Marianne non era più la bambina imbronciata della prima volta, si era trasformata in una bella ragazza, elegante e sicura, una donna pronta ad affrontare il mondo con altri occhi ed altri pensieri. Leo invece dall’alto dei suoi 18 anni si sentiva sempre debole  e insicuro; doveva decidersi a cambiare, a dare un taglio ad una relazione che non esisteva e che non era mai esistita e che non aveva più senso. Affacciato al terrazzo della villa dove stavano facendo festa, guardava la città  illuminata. Dai Ronchi, di giorno, il panorama  delle case e dei tetti che arrivavano a perdersi  in fondo alla campagna era sempre uno spettacolo piacevole ma di notte, con  tutte quelle luci che disegnavano  solo profili di case e palazzi, sembrava l’immagine  di un Natale senza fine. Vista dall’alto, Brescia rassomigliava ad un ricamo. Una città per sognare. Marianne lo toccò sulla spalla. Come sempre doveva andare via prima della fine.

-Andiamo?-

Ormai neanche gli chiedeva più di accompagnarla, era diventata un’abitudine. Tutto era un’abitudine assurda, quella festa e tutte le altre prima, la scuola, gli amici, un amore che non era amore. Leo si staccò a fatica dal panorama che stava ammirando,  si girò e la guardò per la prima volta come se fosse un’estranea. Lei capì ma come sempre non disse niente. C’era sempre stato  qualcosa di misterioso nel suo sguardo,  come se sapesse vedere nel domani, un cattivo domani ma per chi? Leo aveva sempre preferito pensare che fosse solo tristezza anche se non ne vedeva e capiva la ragione.  Ma quella sera  Marianne scoprì qualcosa di nuovo, qualcosa che era morto nel cuore e negli occhi dell’amico, si girò e si allontanò. Leo  tornò a guardare la notte. Fu l’ultima volta che i due si videro e si parlarono. Anche la sua uscita dalla scuola contribuì alla definitiva separazione, qualche incontro molto occasionale, un cenno di saluto da lontano. Quella storia mai nata finiva così banalmente, nel silenzio, senza una parola.

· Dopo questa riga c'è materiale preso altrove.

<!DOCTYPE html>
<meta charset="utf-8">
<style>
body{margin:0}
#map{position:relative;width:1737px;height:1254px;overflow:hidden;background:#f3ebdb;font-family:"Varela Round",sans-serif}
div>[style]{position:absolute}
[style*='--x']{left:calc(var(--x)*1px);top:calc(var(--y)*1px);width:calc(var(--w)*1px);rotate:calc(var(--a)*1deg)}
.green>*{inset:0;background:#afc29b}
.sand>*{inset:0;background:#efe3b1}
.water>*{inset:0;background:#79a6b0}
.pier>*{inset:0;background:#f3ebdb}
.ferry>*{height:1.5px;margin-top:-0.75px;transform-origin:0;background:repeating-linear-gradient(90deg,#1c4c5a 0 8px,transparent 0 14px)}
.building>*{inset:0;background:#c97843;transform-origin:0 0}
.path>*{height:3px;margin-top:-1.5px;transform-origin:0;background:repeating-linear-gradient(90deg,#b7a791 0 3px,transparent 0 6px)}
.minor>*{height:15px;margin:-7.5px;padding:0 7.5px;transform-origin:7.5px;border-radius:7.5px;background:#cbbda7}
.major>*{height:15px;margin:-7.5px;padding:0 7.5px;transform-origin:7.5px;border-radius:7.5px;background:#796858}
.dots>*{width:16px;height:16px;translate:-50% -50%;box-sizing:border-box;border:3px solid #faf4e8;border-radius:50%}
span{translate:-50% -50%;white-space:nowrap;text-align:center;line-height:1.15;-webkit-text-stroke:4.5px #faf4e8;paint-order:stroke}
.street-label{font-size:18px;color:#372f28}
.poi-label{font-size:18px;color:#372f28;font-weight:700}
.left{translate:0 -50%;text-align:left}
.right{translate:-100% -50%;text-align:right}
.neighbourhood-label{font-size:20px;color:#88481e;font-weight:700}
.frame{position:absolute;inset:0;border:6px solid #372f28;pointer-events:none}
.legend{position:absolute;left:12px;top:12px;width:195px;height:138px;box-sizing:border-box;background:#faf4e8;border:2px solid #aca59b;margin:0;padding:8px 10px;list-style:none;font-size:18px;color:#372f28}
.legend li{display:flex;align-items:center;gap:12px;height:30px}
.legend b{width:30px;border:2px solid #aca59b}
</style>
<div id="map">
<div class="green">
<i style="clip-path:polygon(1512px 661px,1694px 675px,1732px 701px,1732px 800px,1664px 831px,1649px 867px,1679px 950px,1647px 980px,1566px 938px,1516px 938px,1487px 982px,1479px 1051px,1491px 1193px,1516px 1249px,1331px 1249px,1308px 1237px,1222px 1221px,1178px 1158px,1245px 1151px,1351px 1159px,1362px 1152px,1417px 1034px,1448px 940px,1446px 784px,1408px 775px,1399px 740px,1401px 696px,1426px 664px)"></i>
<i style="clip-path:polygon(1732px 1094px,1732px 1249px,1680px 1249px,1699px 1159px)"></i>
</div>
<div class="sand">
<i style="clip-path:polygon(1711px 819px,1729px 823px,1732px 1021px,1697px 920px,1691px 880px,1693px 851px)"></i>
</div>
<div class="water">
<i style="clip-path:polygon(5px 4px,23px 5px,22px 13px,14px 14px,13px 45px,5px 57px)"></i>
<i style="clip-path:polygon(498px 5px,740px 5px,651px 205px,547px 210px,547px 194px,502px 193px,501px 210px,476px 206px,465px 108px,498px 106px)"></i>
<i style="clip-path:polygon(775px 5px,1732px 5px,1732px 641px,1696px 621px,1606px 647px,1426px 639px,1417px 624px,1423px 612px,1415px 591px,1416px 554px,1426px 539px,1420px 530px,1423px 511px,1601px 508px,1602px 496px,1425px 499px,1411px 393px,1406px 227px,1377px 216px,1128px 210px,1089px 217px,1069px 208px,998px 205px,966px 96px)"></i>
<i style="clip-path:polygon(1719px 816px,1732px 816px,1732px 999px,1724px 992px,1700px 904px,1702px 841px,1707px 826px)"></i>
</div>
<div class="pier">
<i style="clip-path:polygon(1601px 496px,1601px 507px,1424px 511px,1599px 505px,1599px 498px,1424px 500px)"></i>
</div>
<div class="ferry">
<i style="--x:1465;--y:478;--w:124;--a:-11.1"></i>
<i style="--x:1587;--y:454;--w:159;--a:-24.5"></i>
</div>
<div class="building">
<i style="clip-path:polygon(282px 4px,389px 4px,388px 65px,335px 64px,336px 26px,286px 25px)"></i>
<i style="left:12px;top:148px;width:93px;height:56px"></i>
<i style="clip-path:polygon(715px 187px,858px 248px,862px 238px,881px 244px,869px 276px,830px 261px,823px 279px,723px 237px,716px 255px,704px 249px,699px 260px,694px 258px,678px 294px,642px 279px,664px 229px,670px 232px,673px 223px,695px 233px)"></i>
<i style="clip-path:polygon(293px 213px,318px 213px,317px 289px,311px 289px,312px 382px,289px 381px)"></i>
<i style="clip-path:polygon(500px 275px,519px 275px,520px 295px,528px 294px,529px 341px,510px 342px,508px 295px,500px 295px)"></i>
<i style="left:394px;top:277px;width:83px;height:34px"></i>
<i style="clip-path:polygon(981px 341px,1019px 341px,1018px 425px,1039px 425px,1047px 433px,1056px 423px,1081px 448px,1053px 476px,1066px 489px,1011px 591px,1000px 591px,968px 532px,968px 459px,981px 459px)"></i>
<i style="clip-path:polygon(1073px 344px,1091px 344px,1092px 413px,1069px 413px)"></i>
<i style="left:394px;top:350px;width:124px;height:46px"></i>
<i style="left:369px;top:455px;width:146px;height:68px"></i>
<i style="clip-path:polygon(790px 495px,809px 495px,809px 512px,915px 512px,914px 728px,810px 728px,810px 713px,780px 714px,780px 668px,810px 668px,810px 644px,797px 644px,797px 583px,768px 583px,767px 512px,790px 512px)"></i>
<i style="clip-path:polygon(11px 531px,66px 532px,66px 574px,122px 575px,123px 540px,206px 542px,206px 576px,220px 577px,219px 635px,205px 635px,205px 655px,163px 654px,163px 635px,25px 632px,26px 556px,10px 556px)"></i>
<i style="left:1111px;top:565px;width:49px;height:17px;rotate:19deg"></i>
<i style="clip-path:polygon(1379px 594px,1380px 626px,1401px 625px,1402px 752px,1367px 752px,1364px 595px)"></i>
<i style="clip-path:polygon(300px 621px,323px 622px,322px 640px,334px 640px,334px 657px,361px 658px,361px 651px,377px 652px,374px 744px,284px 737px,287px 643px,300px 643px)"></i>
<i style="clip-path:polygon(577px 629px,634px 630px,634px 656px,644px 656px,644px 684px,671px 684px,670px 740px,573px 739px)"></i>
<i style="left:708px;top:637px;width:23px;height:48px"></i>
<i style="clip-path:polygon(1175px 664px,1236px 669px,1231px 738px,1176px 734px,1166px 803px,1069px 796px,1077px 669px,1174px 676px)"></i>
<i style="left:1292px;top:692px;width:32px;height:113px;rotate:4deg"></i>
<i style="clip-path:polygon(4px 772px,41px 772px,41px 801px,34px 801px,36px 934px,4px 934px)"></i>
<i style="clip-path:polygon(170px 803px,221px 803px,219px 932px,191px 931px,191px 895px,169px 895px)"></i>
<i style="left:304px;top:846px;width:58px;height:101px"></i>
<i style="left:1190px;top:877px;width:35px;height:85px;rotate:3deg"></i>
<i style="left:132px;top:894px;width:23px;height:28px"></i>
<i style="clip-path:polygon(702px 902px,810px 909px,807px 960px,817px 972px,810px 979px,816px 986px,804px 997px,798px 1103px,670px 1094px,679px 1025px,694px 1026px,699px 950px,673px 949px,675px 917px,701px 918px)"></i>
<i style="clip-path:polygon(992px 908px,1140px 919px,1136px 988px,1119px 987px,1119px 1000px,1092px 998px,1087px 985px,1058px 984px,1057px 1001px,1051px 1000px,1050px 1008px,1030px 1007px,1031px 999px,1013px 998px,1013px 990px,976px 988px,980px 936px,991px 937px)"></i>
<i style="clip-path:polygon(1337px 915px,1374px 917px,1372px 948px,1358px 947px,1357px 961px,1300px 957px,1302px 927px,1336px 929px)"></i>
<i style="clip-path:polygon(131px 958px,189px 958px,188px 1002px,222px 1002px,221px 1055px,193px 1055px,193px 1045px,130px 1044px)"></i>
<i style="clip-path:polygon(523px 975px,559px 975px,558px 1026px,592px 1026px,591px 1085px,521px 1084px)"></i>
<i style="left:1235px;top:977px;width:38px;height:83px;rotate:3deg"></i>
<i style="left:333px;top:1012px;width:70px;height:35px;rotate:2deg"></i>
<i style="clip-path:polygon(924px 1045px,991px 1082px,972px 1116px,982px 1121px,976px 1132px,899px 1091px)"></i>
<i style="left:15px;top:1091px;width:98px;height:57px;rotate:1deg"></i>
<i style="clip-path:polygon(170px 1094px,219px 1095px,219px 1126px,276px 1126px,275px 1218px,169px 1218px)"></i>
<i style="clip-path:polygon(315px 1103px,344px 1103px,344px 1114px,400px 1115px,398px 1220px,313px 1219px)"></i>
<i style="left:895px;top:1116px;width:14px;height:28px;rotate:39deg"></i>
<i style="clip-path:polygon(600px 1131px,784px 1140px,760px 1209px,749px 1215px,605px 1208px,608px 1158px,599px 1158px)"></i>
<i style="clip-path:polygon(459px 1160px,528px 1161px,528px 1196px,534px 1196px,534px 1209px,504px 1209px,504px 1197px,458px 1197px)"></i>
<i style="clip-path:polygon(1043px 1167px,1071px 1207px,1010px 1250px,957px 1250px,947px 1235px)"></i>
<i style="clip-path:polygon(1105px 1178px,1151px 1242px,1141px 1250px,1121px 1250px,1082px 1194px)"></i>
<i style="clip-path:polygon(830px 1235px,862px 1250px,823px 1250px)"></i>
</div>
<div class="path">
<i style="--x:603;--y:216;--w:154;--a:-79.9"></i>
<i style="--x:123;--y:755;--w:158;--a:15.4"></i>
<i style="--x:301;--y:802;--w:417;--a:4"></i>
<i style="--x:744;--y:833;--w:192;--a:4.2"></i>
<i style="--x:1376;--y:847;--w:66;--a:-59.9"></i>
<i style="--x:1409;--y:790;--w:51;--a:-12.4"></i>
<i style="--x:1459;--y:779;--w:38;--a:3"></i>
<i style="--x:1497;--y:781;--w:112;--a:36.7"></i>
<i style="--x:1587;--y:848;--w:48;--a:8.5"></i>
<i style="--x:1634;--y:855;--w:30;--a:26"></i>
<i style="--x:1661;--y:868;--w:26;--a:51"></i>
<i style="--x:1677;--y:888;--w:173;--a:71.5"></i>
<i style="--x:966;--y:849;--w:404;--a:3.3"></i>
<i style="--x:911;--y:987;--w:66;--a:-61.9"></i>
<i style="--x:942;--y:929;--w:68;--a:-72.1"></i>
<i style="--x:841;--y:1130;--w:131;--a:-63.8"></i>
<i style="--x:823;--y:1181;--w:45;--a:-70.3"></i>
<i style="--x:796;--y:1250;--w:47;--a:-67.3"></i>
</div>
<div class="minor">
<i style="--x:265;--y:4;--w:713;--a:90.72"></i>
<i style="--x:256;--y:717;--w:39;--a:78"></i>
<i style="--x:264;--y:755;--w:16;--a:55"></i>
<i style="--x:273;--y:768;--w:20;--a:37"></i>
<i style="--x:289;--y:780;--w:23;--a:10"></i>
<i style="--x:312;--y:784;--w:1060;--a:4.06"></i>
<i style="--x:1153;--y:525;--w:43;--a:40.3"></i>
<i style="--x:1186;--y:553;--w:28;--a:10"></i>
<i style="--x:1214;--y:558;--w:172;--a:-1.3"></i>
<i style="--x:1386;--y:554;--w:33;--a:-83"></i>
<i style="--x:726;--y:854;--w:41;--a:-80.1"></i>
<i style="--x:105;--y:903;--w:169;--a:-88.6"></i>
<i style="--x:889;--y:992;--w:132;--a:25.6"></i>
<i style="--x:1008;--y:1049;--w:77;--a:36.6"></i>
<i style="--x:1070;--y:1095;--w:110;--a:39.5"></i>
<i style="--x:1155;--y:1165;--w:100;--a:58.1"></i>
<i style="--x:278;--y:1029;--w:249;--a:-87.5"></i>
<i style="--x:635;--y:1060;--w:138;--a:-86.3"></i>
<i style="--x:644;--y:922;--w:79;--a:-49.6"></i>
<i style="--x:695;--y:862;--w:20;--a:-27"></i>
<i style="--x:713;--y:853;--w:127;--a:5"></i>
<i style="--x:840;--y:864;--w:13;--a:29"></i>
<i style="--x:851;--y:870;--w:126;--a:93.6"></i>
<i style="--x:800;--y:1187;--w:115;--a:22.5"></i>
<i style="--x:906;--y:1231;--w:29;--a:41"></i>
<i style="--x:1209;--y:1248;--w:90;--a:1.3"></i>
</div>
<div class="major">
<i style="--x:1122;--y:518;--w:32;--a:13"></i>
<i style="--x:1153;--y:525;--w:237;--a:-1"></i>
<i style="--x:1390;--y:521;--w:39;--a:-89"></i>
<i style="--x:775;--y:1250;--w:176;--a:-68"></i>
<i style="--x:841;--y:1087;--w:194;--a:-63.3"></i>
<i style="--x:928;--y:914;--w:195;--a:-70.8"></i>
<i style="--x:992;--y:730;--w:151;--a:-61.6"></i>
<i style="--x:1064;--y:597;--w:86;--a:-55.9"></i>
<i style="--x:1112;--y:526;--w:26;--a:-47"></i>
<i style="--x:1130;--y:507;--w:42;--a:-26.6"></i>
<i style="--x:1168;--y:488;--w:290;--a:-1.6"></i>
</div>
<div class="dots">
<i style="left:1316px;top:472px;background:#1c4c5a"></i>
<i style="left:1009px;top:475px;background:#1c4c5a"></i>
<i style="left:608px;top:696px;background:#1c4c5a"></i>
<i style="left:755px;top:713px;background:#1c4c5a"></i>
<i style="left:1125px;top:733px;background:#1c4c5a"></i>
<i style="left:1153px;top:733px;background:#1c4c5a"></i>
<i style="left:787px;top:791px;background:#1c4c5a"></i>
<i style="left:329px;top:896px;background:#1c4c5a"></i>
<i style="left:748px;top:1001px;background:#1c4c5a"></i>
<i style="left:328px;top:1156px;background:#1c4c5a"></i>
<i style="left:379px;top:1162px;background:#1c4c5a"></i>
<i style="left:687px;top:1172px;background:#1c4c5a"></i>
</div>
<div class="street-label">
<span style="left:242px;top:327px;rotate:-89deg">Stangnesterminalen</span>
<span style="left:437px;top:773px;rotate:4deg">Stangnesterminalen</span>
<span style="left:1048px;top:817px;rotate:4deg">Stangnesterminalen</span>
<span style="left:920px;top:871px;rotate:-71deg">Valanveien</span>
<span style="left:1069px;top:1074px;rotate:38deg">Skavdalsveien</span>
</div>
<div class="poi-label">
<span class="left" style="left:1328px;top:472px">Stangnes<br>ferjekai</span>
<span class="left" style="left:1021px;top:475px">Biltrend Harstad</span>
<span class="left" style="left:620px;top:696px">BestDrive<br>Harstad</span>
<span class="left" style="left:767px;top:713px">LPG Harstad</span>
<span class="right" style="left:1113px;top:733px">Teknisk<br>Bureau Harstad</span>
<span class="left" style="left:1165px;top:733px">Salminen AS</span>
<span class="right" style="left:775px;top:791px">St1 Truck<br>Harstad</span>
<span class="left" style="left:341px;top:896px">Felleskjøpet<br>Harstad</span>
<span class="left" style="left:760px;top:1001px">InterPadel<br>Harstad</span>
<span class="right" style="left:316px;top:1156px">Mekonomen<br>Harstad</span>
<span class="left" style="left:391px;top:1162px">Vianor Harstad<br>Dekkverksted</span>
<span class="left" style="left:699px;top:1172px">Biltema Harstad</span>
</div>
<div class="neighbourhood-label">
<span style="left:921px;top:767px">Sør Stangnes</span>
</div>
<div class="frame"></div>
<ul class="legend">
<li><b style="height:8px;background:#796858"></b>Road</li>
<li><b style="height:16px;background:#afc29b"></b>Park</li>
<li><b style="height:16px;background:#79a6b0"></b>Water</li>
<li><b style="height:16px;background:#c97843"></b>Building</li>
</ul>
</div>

Leo continuava ad amare quella donna incomprensibile, quel mistero che per tanto tempo aveva condizionato le sue emozioni. Un giorno avrebbe incontrato un’altra donna che avrebbe cancellato Marianne anche dalla memoria, ne era certo, ma adesso doveva rimettere insieme tutti i cocci di una storia sbagliata e riprendere la sua corsa. Per troppo tempo era rimasto ad aspettare che si realizzasse un sogno impossibile. C’era tutto un mondo da scoprire, persone da conoscere e tante altre ragazze da incontrare. Doveva portarsi dietro anche quel piccolo dolore ma col tempo si fa l’abitudine a tutto, alle vittorie come alle sconfitte anche se queste ultime non smettono mai di far male. Ma era giunta l’ora di mettere la parola fine.